> [Aim of the exercise]:
Report every line below that has the string "canvas" in it.
----- Records provided
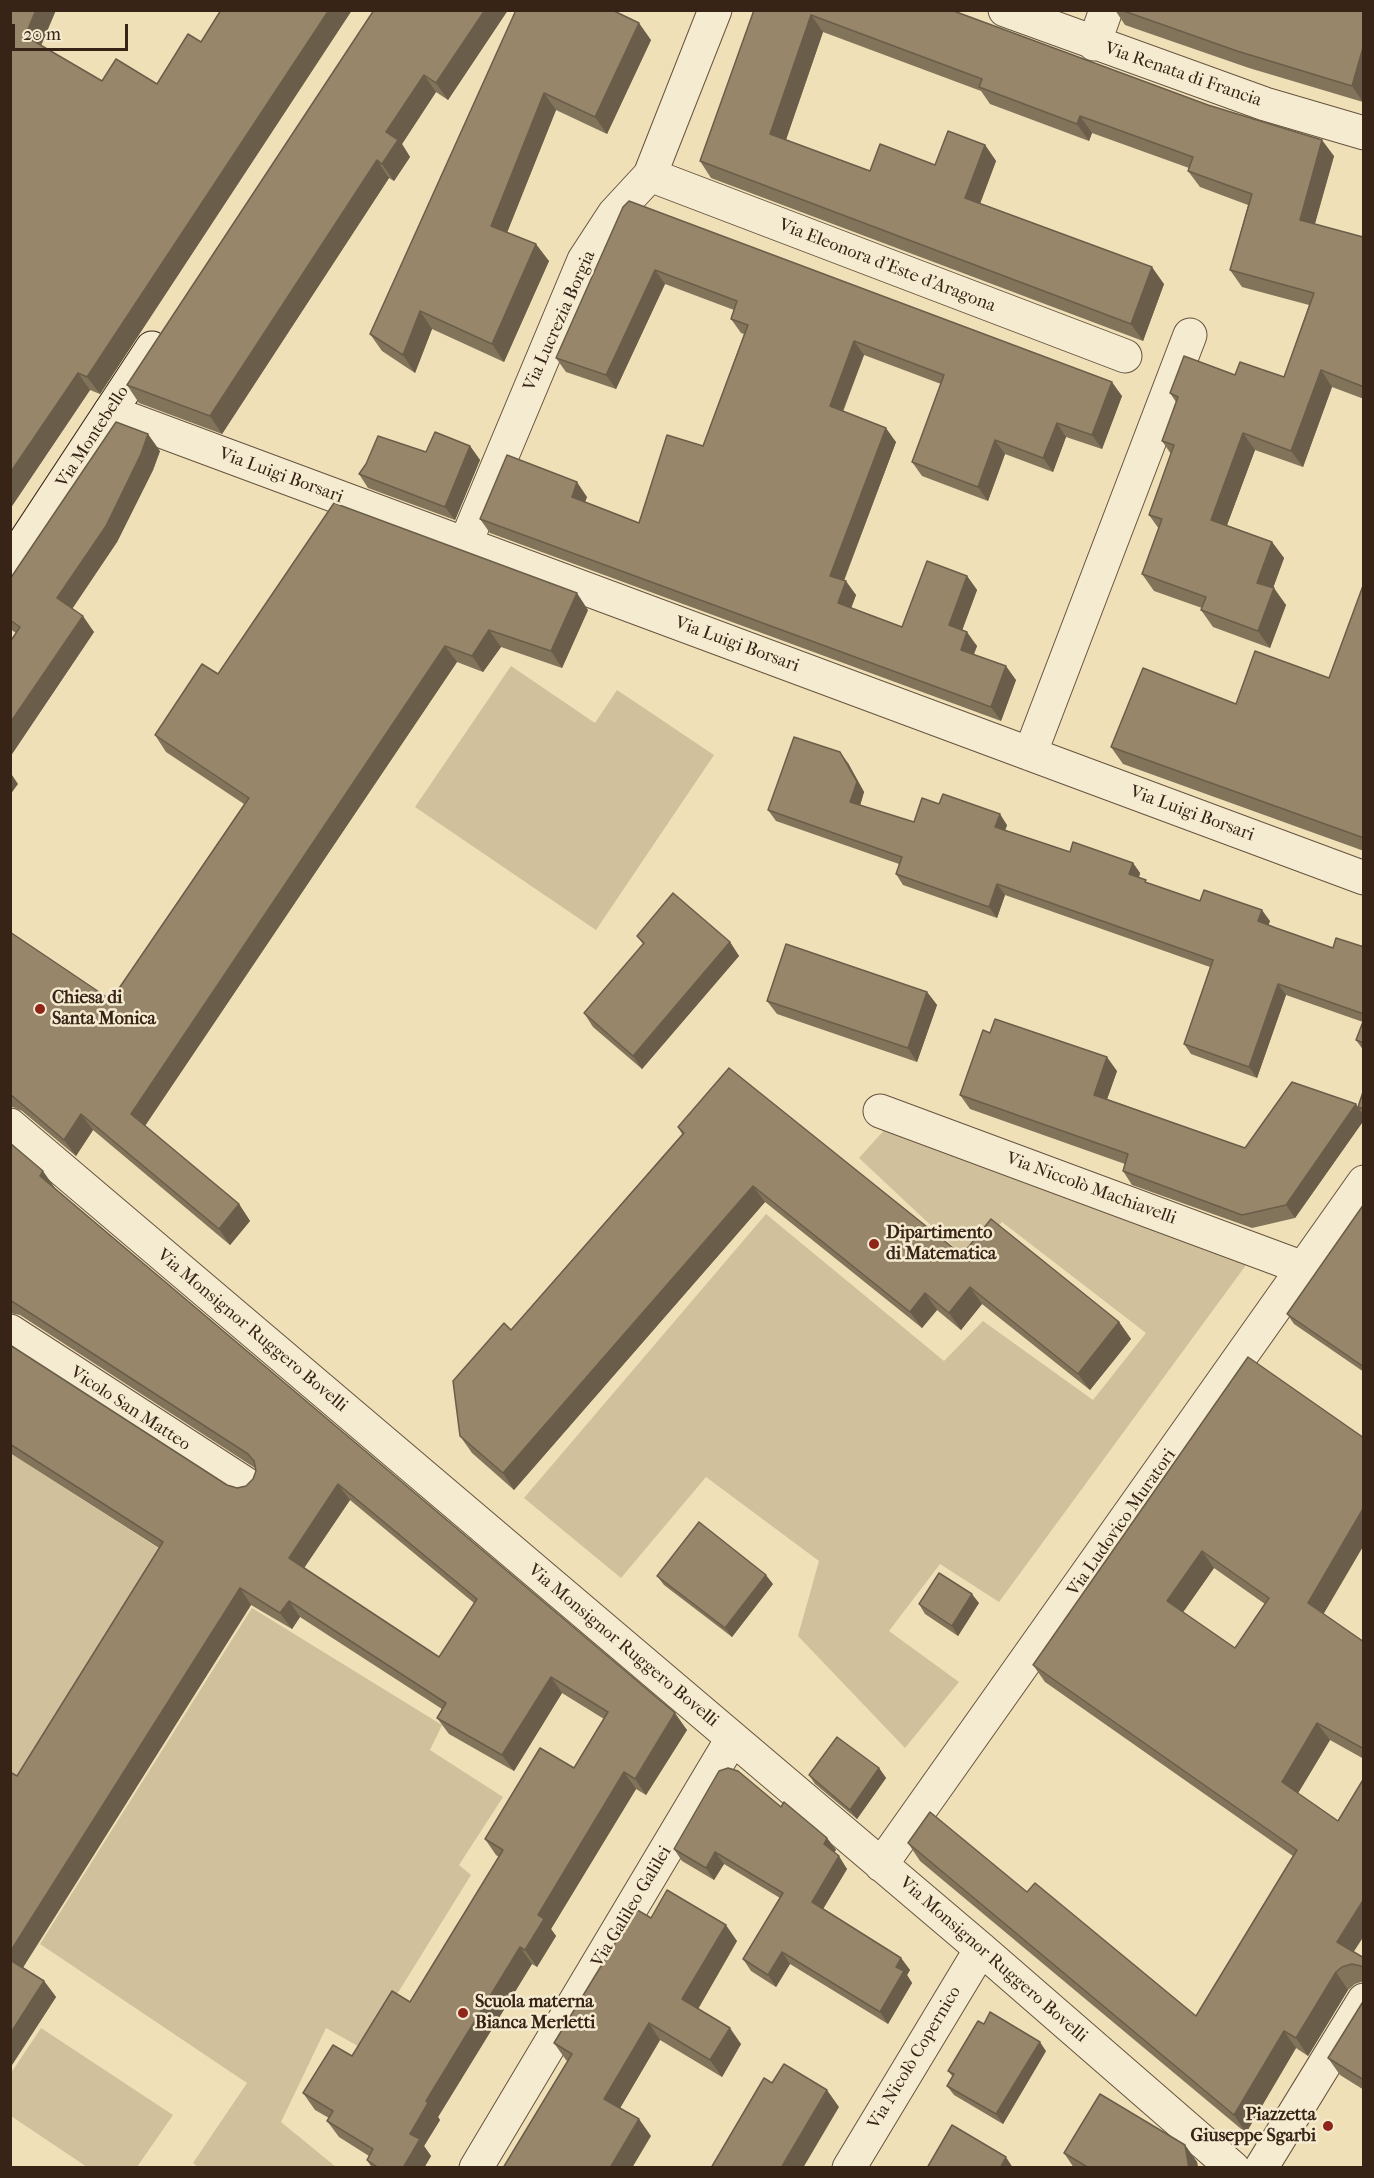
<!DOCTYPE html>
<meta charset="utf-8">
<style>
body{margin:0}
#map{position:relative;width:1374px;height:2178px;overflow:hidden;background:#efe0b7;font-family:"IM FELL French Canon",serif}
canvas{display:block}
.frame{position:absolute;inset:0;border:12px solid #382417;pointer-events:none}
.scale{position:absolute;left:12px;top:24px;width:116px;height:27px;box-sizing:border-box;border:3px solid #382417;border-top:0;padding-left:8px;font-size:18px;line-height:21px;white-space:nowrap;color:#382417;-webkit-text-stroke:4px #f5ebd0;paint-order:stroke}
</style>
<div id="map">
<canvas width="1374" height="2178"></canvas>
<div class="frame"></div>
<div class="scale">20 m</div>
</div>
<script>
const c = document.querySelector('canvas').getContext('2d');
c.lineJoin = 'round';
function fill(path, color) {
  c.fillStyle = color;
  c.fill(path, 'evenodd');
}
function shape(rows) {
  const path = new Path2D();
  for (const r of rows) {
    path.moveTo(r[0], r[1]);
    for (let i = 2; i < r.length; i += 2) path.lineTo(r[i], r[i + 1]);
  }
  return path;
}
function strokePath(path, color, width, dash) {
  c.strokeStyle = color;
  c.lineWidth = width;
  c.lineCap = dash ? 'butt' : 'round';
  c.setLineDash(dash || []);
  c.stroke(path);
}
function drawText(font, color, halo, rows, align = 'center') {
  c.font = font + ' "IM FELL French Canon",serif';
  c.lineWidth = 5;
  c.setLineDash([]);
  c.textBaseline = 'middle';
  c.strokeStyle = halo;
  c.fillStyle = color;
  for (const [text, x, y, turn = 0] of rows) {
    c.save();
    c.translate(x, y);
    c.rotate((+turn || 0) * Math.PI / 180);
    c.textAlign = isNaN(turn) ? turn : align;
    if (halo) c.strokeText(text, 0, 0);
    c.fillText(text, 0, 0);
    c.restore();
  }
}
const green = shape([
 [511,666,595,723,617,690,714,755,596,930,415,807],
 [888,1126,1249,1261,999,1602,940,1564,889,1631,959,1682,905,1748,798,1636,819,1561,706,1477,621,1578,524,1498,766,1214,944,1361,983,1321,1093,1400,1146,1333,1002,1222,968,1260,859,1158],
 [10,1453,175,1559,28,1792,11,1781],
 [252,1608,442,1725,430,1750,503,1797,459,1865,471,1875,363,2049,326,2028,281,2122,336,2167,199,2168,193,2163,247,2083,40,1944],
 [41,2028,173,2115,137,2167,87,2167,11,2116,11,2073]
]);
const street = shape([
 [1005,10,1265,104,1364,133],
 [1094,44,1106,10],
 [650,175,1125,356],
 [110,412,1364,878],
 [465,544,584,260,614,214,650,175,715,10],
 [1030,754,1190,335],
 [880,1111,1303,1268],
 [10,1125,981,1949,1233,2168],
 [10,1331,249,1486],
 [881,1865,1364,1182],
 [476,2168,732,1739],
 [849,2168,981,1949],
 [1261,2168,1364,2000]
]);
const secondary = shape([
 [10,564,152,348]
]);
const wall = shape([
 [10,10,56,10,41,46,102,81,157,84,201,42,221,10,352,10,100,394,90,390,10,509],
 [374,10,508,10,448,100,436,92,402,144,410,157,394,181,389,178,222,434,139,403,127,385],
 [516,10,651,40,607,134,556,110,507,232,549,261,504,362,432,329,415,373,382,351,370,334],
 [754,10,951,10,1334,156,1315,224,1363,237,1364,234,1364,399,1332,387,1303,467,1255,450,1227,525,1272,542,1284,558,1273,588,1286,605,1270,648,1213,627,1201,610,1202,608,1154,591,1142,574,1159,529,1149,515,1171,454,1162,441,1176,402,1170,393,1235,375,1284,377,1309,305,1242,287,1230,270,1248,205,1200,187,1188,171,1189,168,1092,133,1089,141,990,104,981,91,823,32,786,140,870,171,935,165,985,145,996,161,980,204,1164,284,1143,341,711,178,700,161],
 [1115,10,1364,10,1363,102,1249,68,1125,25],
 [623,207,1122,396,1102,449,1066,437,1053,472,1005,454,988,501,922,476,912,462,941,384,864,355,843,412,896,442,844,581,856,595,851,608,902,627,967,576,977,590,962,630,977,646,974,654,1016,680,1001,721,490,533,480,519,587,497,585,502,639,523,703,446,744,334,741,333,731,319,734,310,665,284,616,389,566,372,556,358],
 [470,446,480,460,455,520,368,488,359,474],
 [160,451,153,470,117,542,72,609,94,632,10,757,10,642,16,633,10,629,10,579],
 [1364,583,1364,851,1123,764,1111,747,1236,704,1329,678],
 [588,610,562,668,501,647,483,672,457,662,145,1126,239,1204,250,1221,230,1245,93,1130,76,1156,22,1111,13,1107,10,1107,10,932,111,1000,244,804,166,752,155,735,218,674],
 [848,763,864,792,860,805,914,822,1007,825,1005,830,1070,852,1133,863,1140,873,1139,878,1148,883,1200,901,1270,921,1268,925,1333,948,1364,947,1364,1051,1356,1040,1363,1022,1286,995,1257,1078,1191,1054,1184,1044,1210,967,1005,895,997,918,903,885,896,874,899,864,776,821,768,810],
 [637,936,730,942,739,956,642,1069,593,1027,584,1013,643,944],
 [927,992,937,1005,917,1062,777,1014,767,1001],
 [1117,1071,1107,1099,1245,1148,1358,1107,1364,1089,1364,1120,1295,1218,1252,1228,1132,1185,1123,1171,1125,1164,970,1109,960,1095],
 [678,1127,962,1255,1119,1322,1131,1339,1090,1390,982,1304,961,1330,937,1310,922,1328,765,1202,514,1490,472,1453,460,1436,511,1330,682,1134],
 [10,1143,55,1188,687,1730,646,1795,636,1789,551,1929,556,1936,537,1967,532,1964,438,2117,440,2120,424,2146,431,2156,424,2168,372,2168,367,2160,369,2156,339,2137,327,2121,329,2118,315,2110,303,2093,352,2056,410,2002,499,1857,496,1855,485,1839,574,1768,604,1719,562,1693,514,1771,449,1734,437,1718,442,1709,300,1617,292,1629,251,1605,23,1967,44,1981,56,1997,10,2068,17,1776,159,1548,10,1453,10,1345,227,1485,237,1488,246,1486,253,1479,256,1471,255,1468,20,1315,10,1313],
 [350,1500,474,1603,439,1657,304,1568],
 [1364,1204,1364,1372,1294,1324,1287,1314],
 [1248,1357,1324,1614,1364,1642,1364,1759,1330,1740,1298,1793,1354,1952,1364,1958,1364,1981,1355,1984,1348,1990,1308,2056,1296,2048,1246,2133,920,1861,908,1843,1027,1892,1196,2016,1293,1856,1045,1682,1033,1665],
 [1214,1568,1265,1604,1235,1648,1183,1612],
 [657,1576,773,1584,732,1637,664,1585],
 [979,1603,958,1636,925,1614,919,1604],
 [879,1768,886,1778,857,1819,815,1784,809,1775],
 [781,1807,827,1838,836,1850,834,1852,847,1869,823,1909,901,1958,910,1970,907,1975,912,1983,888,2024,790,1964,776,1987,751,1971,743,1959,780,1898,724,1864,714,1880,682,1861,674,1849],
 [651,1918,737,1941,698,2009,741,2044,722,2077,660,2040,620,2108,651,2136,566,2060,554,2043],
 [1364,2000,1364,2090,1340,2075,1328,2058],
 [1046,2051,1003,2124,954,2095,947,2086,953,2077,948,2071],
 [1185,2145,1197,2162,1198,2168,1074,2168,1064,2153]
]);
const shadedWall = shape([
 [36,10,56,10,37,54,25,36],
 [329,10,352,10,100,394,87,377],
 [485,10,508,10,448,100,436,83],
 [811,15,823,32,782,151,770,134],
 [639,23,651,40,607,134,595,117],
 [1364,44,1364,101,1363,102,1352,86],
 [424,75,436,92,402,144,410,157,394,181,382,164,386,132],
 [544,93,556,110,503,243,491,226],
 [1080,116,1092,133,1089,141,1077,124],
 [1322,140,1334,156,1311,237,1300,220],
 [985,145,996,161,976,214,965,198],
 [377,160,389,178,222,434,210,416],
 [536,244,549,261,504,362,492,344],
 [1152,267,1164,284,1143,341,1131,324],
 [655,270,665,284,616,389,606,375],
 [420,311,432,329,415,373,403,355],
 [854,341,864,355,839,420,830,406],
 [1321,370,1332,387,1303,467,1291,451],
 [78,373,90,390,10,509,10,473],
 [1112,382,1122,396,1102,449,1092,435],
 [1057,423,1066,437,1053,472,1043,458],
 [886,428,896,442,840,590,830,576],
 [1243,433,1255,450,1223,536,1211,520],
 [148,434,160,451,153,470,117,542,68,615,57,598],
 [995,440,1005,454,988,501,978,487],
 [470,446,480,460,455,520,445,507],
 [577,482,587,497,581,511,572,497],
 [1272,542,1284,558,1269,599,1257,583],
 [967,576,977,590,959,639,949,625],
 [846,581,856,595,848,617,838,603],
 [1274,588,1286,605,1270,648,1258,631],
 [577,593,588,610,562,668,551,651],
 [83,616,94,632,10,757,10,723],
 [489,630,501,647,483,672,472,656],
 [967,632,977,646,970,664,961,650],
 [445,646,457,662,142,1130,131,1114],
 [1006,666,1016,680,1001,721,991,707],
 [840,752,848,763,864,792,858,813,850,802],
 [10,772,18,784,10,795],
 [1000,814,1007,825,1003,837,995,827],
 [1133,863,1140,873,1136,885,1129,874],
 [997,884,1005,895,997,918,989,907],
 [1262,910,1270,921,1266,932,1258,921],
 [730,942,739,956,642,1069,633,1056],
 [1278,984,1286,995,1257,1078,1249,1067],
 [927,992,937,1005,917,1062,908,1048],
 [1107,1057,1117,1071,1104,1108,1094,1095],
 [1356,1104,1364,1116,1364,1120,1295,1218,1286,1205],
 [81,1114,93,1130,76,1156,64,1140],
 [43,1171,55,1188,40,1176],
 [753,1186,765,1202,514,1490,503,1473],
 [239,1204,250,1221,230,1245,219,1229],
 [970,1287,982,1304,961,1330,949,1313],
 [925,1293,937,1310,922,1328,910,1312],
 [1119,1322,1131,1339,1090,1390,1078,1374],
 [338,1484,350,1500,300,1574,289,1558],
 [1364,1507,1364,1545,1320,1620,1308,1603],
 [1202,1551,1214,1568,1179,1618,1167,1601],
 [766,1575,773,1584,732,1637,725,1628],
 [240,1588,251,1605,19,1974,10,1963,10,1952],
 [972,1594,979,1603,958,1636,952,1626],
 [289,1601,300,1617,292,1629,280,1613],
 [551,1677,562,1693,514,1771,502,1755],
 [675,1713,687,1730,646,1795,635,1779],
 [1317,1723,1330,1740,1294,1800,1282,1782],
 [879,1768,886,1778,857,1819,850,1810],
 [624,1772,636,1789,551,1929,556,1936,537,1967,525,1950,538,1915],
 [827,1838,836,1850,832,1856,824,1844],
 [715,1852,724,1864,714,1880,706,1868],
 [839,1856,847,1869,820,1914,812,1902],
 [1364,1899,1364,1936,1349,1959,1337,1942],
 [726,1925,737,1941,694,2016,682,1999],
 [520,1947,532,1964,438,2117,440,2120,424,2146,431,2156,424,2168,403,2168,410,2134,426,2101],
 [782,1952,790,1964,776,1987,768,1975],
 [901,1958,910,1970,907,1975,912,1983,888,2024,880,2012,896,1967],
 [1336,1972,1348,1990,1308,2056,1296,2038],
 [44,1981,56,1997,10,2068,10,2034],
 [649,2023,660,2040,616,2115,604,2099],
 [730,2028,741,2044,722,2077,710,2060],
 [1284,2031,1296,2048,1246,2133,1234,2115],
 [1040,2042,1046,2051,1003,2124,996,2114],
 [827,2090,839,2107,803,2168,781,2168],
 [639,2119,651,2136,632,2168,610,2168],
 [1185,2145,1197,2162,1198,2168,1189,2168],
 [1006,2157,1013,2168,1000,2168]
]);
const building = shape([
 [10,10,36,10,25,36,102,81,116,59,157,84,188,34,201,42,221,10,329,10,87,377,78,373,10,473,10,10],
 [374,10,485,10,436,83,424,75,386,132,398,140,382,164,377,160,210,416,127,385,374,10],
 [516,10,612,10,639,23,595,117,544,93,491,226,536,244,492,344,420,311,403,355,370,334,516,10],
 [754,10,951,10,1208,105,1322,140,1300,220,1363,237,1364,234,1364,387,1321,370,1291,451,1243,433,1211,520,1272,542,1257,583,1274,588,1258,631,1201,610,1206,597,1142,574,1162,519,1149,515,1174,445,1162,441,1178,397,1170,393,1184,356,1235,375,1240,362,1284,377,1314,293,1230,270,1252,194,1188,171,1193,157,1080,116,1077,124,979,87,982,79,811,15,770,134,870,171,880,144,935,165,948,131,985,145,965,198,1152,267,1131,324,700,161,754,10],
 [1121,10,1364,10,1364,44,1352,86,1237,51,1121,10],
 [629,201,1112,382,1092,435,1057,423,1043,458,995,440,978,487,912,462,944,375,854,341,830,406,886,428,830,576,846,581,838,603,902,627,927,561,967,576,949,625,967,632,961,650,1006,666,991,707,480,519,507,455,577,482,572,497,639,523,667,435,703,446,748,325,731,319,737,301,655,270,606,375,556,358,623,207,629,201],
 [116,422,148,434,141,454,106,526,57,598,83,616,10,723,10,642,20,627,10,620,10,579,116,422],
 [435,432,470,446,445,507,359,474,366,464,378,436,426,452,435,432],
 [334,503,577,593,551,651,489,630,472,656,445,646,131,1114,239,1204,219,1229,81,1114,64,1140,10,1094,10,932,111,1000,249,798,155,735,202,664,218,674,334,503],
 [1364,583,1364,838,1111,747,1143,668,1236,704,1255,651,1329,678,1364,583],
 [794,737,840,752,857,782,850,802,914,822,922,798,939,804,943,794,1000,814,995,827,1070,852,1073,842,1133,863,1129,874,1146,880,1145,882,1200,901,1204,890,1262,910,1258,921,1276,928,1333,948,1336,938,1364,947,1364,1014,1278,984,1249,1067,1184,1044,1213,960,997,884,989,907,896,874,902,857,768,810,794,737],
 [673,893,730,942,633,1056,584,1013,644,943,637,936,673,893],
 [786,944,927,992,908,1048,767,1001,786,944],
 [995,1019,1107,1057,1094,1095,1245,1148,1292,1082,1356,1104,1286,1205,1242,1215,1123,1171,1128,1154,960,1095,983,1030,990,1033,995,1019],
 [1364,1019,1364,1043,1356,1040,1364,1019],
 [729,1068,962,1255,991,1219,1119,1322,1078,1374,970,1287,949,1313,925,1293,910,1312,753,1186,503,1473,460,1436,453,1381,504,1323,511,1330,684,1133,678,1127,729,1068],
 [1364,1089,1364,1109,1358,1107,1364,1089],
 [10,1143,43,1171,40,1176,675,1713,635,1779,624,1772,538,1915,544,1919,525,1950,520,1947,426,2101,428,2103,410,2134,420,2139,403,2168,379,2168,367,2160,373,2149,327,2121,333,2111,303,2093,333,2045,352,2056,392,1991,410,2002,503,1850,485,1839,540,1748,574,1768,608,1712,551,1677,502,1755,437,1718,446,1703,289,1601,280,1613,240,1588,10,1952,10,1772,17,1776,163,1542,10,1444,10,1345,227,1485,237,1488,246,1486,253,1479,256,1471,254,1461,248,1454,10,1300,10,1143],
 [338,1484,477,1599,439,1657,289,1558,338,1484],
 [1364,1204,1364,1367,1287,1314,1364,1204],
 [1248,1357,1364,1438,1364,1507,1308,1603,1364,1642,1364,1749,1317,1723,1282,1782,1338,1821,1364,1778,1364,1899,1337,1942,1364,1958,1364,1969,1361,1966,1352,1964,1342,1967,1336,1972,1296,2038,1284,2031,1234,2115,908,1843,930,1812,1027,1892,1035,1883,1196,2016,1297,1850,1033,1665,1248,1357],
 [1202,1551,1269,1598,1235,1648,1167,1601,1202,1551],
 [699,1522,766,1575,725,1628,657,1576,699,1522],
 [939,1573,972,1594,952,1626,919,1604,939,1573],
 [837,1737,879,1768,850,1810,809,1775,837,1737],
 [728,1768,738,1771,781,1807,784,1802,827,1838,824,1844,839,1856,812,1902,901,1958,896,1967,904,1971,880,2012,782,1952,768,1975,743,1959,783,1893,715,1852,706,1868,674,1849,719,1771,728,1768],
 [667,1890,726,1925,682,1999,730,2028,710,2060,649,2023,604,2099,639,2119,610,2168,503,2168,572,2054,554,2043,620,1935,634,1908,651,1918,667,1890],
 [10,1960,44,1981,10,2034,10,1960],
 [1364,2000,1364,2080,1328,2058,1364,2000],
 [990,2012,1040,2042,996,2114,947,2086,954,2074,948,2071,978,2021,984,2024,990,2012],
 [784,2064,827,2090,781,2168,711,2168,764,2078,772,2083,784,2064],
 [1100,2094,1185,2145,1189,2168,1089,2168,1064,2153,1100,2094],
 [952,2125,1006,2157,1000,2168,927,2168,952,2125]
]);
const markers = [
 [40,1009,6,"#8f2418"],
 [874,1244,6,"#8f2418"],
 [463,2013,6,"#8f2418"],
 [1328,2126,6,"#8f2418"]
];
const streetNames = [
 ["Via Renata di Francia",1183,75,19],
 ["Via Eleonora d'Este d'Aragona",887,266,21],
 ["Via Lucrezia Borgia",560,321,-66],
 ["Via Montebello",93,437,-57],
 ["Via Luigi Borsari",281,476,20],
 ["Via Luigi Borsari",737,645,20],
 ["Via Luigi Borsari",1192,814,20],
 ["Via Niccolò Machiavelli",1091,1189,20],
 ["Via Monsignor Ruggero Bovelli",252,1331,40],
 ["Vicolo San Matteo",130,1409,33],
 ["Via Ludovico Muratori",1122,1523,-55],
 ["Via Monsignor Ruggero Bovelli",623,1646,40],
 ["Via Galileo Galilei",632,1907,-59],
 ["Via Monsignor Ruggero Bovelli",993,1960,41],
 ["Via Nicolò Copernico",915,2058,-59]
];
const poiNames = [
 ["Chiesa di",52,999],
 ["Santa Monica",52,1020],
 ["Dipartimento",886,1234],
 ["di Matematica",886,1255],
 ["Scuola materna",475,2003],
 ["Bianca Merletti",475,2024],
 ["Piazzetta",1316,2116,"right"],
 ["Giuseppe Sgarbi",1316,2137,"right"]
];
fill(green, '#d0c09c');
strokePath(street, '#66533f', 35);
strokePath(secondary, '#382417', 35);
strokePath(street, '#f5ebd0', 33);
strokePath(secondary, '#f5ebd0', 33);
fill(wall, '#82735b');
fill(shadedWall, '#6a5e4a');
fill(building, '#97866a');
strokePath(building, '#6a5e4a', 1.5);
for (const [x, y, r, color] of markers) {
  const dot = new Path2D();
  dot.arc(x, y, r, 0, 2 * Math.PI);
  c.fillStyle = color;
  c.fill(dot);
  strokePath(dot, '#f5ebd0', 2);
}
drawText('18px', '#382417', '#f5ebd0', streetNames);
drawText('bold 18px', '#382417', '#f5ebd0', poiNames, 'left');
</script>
----------
> [Result]:
canvas{display:block}
<canvas width="1374" height="2178"></canvas>
const c = document.querySelector('canvas').getContext('2d');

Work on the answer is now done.